These were formulated to be used along with basic sanitizers to reduce scaling and staining and for sparkling, easier to chemically balance and treat pool and spa water. These are the calcium and metal inhibitors –chelating or sequestering agents that can hold the calcium, copper, iron, and other metals in solution, prevent them from precipitating out into a solid form, and prevent or reduce scale formation or metal staining. Others are used to clump the suspended solids together so the filter can trap and remove them from sparkling water. Reactive silicones break up the surface tension of water to stop foaming. Silicone emulsions which protect fiberglass finish and algaecides are often considered along with basic sanitizers as special additives. In the hotter water of spas and hot tubs with more scaling and staining tendencies, with higher chlorine or bromine levels needed and more aggressive water, specialty chemicals are considered a must. Here again, we must know when and how to use these as sunlight, higher chlorine levels, lower or
higher pH and TA ranges, and filtration can remove them. These can do all the good things mentioned, but they will not stay and work forever and can drop out. Adding these weekly or semi- weekly may be needed if the water has high calcium, copper, or metal concentrations. In spas it should be part of the regular weekly maintenance. For higher calcium concentrations, use calcium inhibitors. For high copper or iron levels, use metal inhibitors. If the water is hazy, use clarifiers (organic polymers). For foaming, use reactive silicones/de-foamers. Learn their values, learn when and how much to use them. Use them if is needed. These can make life a little easier, if possible. Changing some or enough of the water can reduce many of the minerals that are causing problems.

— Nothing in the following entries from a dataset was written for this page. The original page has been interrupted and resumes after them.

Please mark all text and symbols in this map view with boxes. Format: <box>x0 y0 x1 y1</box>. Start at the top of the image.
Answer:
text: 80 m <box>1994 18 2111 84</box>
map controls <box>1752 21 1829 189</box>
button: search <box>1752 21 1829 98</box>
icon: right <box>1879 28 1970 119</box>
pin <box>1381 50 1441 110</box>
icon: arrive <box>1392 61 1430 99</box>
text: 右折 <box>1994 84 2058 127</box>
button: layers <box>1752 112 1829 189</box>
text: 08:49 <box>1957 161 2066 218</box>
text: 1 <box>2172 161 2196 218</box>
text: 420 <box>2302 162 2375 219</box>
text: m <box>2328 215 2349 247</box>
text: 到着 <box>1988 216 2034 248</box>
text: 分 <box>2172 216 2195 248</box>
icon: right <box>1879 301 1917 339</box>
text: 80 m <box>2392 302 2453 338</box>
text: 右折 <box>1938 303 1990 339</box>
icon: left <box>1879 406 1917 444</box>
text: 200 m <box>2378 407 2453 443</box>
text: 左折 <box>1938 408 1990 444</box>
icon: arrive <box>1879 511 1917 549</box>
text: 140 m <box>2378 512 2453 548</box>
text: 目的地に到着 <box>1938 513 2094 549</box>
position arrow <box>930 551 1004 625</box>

Cyanuric Acid- Conditioner Stabilizer
This is not a basic sanitizer, but must be considered if pools are in direct sunlight, which can remove chlorine in hours. Cyanuric acid (CYA) can prevent much of the degradation of chlorine cause by the suns ultraviolet rays. If used as recommended, it can save us some (where is the chlorine?) problems.
How much CYA is enough? How much is too much? This controversy between the service pros and CYA manufactures often leaves many of us in the dark. I have preached and taught for many years that higher concentrations of CYA have no advantage, and are not cost effective. I read that we can live with a maximum of 70 ppm CYA, not above 100 pm as written in the manufacturers’ information. CYA may not lock up the chlorine at higher concentrations, but it sure slows down the killing power of chlorines, for any sanitizer to be 100% effective, it must react with pH and TA changes, move around freely, and do its job efficiently. When we surround sanitizers with anything that slows down their movements, this makes them less effective. We do not need to be rocket scientist to come to this conclusion.
I cannot recommend and overall CYA level for you, as each pool needs will vary. It depends on how much sunlight, how much water, how much traffic, the size of the filter, pump and motor, how many return lines, how far the equipment is from pool, how many hours the filter runs, cleaning procedures and much more. All of these must be considered when we add the conditioner and determine the CYA levels we will maintain. I have had services where I keep 40 ppm CYA, and other 70 ppm, and everywhere in between. Knowing each pool and all the variable mentioned, you can experiment with CYA levels and in time know how much is enough. The verdict is still out concerning the effects of CYA in determining proper alkalinity readings.
Using stabilized chlorines can often bring CYA up less time than you may think. Testing CYA often can tell you when you stop or slow down using stabilized chlorines. If above 80 ppm CYA, you can use more unstabilized chlorines, leave liquid chlorine for customers to add between calls, or change enough water to drop the CYA. How much, I cannot tell you, but 40-70 ppm CYA does the job for me. Thousands of pounds of cyanuric acid and stabilized chlorines are sold every week, if used if sunlight is a factor and in concentrations only as high as needed, this can be a big help for pros and pool owners, but if we don’t need stabilizer or stabilized chlorines, why should we make the fat cats even fatter? I cannot be convinced that higher CYA, or more is better, will make us more money or solve our problems. I use cyanuric acid and I use many stabilized tablets each year, but I do not use more than I need. I do not recommend stabilized chlorine in enclosed pools, spas, or hot tubs that are covered. This is an
added expense and we are cutting it close enough as the costs of chemicals, gas, insurance, licenses and everything we need down the line is getting out of reach. We absorb constant price increases and fat cats don’t. Save where you can, but don’t get carried away and do sloppy or unprofessional work or give poor service.